Sep 29, 2010 - comments
Use of male and female sex workers is common throughout the world. Sex workers may be referred to as prostitutes, commercial sex workers, lap dancers, escorts etc but trade of sexual activity for money, food or drugs is the common factor.
A common assumption is that because of the frequency and number of change of sexual partners with commercial sex workers that they will be more exposed to sexually transmitted diseases and HIV and thus more likely to acquire, carry and spread STD/STI’s and HIV. As a clinician working in a clinic where I see many people, male and female, who have used sex workers, the concept of risk is one that generally occurs after the sexual event.
There is good evidence that male and female sex workers and their clients may represent a significant source of new HIV and other sexually transmitted infections. Condoms are very, very effective in reducing spread of STD’s and HIV but often they are not used for penetrative vaginal and or anal sex.
Many STD’s/ STI’s are easily treatable using modern antibiotic therapies. Ease of treatment however may miss the point. We know that gonorrhoea and also Chlamydia will increase the amount of HIV virus which is shed from both the cervix and also in semen of HIV infected men and women. Equally, concurrent infection with herpes 2 virus in the genital tract of either of the individuals will make HIV acquisition much more likely for a previously HIV negative partner.
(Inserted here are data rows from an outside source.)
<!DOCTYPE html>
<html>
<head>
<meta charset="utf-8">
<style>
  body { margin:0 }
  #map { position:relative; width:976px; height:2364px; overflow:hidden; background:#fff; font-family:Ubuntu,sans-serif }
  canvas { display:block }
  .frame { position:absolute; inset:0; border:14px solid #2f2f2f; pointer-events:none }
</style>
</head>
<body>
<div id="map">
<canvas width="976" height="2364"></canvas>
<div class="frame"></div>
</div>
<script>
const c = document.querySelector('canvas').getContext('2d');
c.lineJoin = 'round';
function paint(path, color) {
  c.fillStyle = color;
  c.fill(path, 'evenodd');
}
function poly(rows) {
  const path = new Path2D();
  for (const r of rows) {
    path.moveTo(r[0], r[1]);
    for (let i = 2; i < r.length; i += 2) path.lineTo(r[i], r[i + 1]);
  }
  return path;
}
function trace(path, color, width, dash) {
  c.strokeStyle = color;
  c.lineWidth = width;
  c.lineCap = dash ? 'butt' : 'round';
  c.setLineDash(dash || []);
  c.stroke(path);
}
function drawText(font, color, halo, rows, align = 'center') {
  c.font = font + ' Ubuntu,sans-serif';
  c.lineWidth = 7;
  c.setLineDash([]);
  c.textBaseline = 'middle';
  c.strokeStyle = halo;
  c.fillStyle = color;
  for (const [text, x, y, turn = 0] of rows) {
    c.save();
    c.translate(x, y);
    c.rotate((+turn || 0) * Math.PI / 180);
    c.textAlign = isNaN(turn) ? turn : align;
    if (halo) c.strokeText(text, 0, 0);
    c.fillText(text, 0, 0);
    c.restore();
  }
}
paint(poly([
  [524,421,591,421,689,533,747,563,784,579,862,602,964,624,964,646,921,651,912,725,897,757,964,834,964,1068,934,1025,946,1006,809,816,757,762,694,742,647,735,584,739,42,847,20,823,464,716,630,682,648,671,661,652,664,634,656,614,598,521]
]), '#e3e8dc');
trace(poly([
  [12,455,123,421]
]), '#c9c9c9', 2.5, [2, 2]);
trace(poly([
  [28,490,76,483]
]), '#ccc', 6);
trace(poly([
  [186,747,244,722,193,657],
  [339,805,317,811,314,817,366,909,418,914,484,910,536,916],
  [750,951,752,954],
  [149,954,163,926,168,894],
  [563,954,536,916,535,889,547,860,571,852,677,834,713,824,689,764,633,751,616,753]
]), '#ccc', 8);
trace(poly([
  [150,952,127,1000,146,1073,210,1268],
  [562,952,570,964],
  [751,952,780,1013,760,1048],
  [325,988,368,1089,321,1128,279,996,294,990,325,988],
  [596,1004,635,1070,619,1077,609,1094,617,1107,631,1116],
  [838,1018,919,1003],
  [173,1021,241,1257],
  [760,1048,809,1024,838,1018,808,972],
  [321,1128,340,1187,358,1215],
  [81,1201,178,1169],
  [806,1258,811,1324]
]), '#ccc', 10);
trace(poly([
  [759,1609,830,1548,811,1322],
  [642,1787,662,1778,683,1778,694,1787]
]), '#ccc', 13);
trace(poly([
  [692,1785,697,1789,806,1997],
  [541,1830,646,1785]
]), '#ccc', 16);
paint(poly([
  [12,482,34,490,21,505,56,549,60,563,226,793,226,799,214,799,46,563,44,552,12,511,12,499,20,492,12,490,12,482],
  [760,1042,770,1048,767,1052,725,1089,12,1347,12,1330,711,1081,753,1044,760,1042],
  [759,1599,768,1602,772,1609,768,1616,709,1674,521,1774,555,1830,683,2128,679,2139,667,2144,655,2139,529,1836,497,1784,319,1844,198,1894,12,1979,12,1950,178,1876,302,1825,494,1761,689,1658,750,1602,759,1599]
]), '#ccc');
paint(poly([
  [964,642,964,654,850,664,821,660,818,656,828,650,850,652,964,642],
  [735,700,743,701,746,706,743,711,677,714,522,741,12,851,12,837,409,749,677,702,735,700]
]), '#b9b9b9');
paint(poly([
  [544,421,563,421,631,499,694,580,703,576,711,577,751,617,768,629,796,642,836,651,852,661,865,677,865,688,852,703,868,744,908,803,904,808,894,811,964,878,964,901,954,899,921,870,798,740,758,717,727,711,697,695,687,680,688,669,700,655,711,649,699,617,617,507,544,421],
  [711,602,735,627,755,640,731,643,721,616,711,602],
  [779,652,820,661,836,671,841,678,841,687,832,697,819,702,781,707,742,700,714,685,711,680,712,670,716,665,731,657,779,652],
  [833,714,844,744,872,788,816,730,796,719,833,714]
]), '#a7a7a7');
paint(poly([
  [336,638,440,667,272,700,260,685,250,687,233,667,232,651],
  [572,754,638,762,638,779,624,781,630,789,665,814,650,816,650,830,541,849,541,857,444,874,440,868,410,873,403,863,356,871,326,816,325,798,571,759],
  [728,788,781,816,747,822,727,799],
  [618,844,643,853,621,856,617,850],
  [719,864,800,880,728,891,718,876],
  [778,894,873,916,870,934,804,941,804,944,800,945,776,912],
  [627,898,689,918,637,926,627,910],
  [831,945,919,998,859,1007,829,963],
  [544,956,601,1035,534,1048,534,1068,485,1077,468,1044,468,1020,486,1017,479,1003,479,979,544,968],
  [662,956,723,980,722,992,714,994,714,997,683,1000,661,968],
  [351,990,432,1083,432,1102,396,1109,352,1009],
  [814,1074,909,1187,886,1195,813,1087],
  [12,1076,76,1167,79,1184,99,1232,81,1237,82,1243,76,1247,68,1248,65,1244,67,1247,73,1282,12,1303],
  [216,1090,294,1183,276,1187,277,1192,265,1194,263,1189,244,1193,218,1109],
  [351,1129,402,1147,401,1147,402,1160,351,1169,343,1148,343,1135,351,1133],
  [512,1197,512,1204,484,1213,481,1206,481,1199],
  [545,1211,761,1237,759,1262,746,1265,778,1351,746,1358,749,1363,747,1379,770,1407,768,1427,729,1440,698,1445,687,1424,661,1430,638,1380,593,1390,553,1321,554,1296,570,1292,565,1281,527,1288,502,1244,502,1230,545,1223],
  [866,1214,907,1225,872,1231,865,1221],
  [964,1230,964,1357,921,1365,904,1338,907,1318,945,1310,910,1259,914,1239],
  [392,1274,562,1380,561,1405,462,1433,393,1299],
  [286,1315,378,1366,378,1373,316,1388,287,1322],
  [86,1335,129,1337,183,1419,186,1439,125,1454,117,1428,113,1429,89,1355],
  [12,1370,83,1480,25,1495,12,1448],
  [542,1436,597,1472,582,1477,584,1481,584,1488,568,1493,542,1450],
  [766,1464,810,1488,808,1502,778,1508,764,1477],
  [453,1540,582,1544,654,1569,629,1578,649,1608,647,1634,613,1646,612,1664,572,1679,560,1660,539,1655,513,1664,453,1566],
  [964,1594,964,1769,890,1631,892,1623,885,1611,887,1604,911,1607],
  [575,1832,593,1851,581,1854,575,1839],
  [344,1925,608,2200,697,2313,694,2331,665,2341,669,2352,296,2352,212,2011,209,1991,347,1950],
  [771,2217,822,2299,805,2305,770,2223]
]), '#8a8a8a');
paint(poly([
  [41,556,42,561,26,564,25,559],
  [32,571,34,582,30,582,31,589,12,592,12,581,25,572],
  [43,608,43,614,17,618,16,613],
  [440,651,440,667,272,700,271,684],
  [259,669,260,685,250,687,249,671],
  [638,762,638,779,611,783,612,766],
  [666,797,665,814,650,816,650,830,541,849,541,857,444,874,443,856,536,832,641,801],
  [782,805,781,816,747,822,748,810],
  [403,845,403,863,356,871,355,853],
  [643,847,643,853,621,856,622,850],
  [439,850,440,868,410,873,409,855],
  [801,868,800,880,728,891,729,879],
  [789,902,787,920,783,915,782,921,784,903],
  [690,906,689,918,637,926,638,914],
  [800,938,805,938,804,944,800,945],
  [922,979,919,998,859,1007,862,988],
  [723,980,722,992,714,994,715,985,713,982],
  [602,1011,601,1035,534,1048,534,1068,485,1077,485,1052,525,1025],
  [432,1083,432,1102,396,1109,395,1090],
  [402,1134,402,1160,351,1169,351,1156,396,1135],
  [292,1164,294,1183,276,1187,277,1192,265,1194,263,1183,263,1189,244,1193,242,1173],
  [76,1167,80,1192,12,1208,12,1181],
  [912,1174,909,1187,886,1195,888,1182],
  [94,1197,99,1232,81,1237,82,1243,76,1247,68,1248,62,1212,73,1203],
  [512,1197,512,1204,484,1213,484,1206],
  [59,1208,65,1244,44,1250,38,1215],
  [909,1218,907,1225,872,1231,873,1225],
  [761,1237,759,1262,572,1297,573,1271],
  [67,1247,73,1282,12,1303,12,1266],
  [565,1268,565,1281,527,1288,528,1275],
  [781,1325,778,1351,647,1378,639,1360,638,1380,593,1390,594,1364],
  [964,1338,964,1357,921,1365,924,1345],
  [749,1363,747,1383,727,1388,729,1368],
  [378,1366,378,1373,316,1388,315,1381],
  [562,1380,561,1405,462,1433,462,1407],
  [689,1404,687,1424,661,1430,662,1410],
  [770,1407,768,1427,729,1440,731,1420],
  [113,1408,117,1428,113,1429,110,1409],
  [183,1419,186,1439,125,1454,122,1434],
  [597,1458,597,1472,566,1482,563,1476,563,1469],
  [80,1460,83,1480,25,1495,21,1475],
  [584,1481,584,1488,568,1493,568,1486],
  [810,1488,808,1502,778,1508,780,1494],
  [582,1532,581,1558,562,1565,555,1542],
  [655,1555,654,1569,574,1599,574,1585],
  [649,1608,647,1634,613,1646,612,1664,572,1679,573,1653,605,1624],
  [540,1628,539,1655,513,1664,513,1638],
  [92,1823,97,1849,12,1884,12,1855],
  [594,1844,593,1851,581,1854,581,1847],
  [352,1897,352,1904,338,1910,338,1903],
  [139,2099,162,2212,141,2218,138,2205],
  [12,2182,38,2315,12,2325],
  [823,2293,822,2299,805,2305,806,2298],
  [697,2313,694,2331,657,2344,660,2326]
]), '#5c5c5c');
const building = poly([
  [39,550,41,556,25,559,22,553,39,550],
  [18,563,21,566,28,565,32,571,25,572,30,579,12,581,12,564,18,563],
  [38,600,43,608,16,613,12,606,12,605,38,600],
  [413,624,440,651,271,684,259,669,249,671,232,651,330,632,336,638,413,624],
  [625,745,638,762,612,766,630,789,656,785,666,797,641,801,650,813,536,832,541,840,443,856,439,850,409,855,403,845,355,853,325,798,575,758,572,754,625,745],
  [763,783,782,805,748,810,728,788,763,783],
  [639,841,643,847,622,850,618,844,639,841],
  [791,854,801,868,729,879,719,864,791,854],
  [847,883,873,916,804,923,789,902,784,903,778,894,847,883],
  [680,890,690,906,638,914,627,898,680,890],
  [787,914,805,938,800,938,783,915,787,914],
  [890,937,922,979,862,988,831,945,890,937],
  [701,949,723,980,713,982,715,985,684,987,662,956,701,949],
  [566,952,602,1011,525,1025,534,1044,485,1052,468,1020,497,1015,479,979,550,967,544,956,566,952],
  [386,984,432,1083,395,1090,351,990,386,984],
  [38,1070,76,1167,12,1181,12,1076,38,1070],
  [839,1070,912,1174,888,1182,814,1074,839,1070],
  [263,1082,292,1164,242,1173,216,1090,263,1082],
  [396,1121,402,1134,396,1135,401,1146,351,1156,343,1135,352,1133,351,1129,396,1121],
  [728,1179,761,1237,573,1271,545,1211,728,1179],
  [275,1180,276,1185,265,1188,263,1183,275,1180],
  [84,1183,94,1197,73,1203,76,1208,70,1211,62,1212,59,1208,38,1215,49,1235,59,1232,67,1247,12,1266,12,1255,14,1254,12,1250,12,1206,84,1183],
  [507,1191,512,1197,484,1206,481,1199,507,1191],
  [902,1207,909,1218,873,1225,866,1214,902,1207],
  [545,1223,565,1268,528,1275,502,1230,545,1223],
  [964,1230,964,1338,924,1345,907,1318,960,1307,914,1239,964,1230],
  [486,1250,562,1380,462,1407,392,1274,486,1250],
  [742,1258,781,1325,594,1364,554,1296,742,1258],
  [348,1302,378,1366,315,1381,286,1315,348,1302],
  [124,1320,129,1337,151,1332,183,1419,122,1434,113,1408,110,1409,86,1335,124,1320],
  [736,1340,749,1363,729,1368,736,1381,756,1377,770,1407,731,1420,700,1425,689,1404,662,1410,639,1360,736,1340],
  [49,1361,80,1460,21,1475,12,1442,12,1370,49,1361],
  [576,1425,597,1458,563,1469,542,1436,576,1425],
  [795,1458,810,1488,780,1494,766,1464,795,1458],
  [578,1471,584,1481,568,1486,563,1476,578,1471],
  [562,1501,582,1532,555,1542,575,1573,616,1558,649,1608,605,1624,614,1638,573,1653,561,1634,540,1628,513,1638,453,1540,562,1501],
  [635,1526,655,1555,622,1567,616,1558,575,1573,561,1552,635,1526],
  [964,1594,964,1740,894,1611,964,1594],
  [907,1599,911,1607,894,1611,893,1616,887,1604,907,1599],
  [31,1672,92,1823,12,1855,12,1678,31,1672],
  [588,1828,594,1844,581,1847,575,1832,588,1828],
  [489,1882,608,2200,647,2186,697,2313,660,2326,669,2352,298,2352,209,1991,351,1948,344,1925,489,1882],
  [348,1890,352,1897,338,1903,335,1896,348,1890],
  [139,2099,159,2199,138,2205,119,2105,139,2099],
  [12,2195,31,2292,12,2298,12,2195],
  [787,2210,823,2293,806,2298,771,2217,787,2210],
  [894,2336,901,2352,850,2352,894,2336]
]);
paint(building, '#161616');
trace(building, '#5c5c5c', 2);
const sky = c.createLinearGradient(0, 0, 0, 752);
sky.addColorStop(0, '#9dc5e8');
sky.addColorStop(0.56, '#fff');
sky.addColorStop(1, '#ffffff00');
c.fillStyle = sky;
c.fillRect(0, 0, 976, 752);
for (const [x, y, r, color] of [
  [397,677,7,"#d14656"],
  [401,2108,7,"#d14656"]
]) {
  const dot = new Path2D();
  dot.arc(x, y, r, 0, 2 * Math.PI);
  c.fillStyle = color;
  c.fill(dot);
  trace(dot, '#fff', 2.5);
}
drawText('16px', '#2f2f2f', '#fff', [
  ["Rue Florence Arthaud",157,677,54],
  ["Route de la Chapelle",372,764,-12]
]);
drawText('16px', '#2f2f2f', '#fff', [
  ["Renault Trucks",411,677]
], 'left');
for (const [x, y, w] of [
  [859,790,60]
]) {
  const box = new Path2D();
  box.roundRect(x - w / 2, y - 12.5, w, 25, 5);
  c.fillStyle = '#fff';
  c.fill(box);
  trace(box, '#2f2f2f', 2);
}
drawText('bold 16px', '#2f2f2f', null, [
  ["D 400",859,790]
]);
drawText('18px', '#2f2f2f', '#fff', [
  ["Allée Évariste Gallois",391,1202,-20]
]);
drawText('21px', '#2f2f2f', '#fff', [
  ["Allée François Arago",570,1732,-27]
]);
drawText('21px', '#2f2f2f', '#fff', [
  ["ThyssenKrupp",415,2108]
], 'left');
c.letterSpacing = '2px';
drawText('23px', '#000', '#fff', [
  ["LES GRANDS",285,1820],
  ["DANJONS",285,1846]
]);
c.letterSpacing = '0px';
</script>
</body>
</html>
Gonorrhoea, syphilis, chlamydia and herpes in the previously HIV negative individual engaging in unprotected penetrative sex with an HIV positive individual will markedly increase the chances of new HIV infection. These newly infected HIV positive individuals pose an exceptionally high risk of infecting other sexual partners because they are often unaware of the risks they have taken and unaware of the new HIV infection gaining rapid momentum in their body. New HIV infection will take a few weeks to generate often several million copies of HIV virus per ml of blood or semen making these individuals extremely infectious in the initial phase.
When contemplating exceptionally high background rates of STD and HIV in populations there is a correct tendency to view this as a feature of poverty and also developing societies such as Sub Saharan Africa etc. South Africa has the highest rate of HIV in the world. But there is a catch and that is that in different population pockets around the world, such as Washington DC in the USA, HIV infection rates in some sub-groups exceeds that of the South African HIV rate. Consequently, interventions to reduce the spread of HIV need to be universally applied and the notion that the highest rates are in the poorest countries is part of the picture.
Vickerman etc al, writing in the journal Sexually Transmitted Infections (2010:86:163-168) used mathematical modeling to estimate the impact of periodic presumptive treatment on the transmission of sexually transmitted infections and HIV amongst female sex workers. The female sex workers were of a group taken from Johannesburg.
The article started with the premise that periodic treatment of common STD’s / STI’s using antibiotics without pre-testing could reduce the rates of genital ulcer disease, gonorrhoea, Chlamydia. What was not known was whether reduction of these infections by interval treatments would also consequently reduce the rate of HIV transfer.
The conclusion reached was that whilst possibly optimistic assumptions had been made about the impact of blanket antibiotic use in high risk female sex worker populations in reducing onward HIV transmission, there was reason to believe that antibiotic interventions with good population coverage could noticeably reduce the HIV infection rate amongst female sex workers with previously inadequate STI and STD treatments.
Clearly the use of antibiotics themselves would only impact on the bacterial diseases and have no impact on HIV itself – but, because the bacterial diseases enhance the shedding and availability of HIV in cervical fluid and semen, reduction in bacterial contamination will reduce spread of HIV. This is not a substitute for condom use but as the accompanying Editorial points out, many vulnerable sex workers are often not in a position to enforce condom use.
A further weapon in the identification of early HIV before onward HIV transmission is the use of very early HIV testing methods. Confusion has reigned over the appropriate testing intervals and this has largely occurred because different and more sensitive HIV testing methods have become available over the last 30 years. The confusion has been compounded a little by the advice of government regulatory bodies in different countries who have tailored their advice to what they now about commonly used HIV testing methods on the ground.
In the UK 4th generation HIV testing methods using HIV 1 and 2 antibodies and also p24 antigen ( a core HIV viral protein) have been commonplace for many years and good experience has been gained with these tests.
A further advance has been the development for diagnostic purposes of an HIV 1 and 2 RNA PCR test which will identify extremely early HIV infection often before symptoms of Acute Retroviral Syndrome have appeared. This test can be performed from seven days post possible HIV exposure. The importance of such an early test is that it firstly enables early intervention in terms of medications if desired and secondly it allows for the opportunity to avoid infecting others.
Simultaneous early PCR testing will allow for detection of a host of bacterial and viral STD’s / STI’s such as herpes 1 and 2, trichomonas, gardnerella, Chlamydia, gonorrhoea, ureaplasma, mycoplasma, and hepatitis C and B.